Exec session: Showtime president David Nevins spoke about the premium channel, and made an important announcement: his network is ending The Big C after four seasons with four one-hour episodes, wrapping up storylines. Also ending is Weeds, which is wrapping up this year. Nevins also discussed the liklely end of Dexter after its final two seasons are in the book. From B&C: Nevins said “We try to make these decisions about when to end series from a creative point of view so the creators have big say in that. We don’t have to be like the broadcast networks that have to make split-second decisions and cut shows. I think it can be built in satisfying ways.” Nevins also discussed his freshmen series, with the launches of Homeland and House of Lies, as a “transforming” one for the network.
– Perhaps the most interesting panel of the day – CW shows included – was the one for Dexter, as the cast and producers defended the show and a jaw-dropping reveal. JAW DROPPING! (did that get your attention? Good.) – In the recent season finale Dexter’s foster sister professes his love for him – while the serial killer is decapitating somebody. “She stumbles upon it in the middle of her emotional override: not only does she love her foster brother but she’s feeling she’s in love with him. It’s an emotional reason why she goes there and it’s the last thing she expects to find in Dexter in one of his kills,” said co-producer Sara Colleton via The Hollywood Reporter.
You can’t make stuff like this up (well, they can…)
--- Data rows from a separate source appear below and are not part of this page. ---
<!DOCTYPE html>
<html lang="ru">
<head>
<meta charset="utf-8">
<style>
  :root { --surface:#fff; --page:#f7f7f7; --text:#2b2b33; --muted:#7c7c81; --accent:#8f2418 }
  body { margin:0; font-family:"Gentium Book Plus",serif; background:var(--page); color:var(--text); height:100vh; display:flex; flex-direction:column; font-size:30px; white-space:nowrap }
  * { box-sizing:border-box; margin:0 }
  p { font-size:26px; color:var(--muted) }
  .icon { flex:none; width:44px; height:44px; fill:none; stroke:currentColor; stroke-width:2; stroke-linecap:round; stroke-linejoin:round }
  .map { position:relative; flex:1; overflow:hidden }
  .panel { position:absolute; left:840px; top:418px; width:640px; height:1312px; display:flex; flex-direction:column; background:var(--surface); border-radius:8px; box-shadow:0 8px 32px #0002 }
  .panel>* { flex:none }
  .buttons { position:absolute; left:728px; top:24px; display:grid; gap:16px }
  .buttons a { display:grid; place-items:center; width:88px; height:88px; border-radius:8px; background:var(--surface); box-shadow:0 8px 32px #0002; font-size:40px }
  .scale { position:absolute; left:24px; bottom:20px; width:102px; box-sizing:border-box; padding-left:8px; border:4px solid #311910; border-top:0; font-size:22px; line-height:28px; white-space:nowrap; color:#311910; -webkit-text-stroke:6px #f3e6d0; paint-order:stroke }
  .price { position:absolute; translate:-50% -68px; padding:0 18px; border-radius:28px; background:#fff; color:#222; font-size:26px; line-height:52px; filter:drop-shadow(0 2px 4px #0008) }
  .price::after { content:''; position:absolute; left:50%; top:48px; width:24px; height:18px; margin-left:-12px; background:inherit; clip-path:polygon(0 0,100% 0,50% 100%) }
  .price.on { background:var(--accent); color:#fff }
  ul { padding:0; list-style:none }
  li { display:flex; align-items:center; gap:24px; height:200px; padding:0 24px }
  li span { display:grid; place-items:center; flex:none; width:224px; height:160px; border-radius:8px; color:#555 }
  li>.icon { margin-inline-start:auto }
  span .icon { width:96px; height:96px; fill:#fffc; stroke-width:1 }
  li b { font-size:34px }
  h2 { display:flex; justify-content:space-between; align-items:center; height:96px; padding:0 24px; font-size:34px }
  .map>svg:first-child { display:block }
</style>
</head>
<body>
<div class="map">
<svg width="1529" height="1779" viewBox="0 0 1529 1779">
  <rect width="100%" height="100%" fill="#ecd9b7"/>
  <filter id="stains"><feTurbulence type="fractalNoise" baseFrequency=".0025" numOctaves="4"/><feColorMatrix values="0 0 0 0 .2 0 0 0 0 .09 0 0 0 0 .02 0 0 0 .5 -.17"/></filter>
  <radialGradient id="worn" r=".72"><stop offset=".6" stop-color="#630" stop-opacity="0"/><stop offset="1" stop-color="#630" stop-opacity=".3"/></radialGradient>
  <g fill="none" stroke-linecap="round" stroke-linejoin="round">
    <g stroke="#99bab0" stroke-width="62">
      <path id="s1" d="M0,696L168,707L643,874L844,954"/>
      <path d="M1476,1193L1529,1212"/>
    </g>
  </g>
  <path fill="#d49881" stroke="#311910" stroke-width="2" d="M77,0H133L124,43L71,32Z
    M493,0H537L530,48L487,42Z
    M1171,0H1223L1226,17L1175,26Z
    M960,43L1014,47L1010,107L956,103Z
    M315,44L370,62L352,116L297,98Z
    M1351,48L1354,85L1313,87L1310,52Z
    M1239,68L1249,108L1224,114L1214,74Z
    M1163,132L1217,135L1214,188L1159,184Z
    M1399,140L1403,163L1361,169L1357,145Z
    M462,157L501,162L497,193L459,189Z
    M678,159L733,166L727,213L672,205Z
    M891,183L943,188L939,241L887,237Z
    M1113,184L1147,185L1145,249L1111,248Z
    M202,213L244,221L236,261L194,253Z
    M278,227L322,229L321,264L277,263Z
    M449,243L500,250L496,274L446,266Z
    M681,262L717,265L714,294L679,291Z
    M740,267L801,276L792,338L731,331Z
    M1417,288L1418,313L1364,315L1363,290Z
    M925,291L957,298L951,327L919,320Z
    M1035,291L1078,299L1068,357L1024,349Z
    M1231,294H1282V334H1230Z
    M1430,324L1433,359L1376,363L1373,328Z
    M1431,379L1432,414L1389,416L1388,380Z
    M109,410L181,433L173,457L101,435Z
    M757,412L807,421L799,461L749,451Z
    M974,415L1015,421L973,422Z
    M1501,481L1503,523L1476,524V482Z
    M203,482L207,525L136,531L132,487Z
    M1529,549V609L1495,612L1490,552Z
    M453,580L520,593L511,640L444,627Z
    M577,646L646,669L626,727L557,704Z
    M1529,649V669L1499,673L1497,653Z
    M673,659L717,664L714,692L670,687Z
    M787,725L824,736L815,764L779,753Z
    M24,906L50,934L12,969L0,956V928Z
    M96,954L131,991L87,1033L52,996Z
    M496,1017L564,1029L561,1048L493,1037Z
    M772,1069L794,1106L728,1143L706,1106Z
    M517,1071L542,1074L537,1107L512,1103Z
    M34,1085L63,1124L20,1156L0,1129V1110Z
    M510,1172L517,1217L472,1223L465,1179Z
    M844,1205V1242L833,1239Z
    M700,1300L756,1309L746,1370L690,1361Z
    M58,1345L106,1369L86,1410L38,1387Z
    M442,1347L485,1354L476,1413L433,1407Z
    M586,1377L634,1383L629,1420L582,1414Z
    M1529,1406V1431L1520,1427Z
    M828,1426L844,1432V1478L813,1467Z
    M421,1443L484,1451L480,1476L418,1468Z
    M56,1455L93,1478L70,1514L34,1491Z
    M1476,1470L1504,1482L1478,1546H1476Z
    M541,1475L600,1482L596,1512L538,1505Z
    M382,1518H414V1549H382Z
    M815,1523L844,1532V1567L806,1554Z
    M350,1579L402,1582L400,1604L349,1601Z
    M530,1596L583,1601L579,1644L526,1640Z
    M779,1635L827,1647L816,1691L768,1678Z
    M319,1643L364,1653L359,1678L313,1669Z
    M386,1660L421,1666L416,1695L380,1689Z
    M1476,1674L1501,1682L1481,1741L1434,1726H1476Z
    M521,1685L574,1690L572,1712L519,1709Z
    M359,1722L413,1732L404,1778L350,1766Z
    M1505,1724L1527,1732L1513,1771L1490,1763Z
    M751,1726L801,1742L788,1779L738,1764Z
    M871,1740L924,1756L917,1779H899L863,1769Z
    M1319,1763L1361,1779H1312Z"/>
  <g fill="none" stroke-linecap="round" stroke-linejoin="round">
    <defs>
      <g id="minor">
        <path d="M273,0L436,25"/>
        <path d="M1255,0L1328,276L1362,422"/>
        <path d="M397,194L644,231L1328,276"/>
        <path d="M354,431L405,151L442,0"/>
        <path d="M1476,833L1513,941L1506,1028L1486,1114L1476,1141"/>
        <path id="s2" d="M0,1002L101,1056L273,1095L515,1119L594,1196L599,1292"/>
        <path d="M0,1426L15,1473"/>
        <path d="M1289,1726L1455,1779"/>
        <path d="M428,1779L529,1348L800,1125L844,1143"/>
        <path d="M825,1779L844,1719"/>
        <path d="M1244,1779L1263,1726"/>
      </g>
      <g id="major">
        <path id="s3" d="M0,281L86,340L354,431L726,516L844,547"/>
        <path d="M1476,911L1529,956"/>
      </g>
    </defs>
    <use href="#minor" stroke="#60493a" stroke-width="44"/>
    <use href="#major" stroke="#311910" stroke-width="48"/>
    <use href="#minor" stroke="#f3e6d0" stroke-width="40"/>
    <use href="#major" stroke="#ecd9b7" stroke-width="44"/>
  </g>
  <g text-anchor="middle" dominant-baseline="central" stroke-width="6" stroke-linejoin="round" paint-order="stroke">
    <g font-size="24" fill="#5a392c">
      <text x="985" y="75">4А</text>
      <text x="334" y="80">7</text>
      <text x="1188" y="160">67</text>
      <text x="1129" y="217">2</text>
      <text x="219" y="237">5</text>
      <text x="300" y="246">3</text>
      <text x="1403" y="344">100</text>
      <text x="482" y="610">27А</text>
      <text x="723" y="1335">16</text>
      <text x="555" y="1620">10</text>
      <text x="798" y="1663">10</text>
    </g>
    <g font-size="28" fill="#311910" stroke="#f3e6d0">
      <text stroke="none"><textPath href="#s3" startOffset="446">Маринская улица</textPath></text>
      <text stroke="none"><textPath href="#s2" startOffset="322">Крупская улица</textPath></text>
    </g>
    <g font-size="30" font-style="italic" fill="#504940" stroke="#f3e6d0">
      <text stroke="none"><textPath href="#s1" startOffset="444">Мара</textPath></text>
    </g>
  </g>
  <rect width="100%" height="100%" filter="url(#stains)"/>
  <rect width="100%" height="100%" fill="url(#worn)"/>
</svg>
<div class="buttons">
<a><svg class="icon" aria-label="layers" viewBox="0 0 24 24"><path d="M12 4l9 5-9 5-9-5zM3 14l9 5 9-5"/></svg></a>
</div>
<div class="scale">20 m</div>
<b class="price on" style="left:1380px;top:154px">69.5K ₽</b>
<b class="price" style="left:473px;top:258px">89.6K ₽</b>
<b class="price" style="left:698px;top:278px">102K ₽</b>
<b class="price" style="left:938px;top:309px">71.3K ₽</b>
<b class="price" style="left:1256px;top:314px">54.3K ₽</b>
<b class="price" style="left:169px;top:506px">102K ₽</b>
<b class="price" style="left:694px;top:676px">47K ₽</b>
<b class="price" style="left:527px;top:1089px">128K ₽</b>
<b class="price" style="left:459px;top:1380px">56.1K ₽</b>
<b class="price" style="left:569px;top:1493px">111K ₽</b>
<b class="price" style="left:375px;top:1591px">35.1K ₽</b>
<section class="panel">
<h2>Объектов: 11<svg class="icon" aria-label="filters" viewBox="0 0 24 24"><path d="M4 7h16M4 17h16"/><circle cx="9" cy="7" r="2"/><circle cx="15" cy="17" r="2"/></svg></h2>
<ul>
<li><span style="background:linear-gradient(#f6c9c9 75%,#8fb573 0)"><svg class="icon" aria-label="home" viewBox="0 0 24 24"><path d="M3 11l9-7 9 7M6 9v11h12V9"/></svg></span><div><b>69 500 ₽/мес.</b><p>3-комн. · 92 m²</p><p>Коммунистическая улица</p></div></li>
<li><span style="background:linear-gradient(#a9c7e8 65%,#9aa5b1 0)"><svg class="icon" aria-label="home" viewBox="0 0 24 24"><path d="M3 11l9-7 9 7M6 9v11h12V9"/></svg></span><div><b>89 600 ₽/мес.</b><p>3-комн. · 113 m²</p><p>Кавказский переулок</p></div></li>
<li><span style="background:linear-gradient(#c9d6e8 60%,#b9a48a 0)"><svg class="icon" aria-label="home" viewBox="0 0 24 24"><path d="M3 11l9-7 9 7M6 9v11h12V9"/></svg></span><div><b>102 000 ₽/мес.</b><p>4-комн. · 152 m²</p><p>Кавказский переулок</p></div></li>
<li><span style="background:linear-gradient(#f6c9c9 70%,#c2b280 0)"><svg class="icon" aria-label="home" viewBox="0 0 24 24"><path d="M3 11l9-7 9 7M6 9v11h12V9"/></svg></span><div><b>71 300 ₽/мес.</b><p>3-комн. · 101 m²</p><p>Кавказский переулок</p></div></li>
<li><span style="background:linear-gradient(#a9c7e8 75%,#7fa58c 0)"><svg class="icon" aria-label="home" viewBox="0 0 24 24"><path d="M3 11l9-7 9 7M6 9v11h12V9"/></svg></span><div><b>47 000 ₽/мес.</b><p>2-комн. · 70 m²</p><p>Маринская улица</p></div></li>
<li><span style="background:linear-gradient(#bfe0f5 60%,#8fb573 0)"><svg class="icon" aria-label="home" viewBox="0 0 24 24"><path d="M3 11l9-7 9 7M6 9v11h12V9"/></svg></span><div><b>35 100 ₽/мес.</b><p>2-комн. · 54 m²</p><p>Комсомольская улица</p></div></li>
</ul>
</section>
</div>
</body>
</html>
Jennifer Carpenter, who plays Deb (Dexter’s sister) on the show, seemed to get a little pissy toward the end of the session, defending the series from acquisitions that the series’ hand writing on the wall, saying if production on the new season hadn’t begun, the line of questioning from the press would have “hurt her feelings” (get a grip.)
– The cast of Weeds made an appearance at TCA, but remained mum on details on any major plot points for their final season – including the finale, which they are currently shooting. Instead, much of the cast talked about their upcoming projects, including Justin Kirk, who will be on NBC’s Animal Practice this fall.
The half-hour comedy is scheduled to conclude its eight-season run on September 16.
And the rest… Oliver Stone’s Untold History of the United States, a ten-part documentary from the award-winning director, premieres on November 12… Will Ferrell, Tina Fey, and Jim Carrey are among the names scheduled to be interviewed on Inside Comedy, which returns for a second season in 2013… On August 25, Showtime airs Larry Wilmore’s Race, Religion, and Sex Special, which could serve as a pilot for a possible series… Nevins announced some series orders for 2013, including a new dramas Ray Donovan and Masters of Sex.
Yes, there will be a show called Masters of Sex.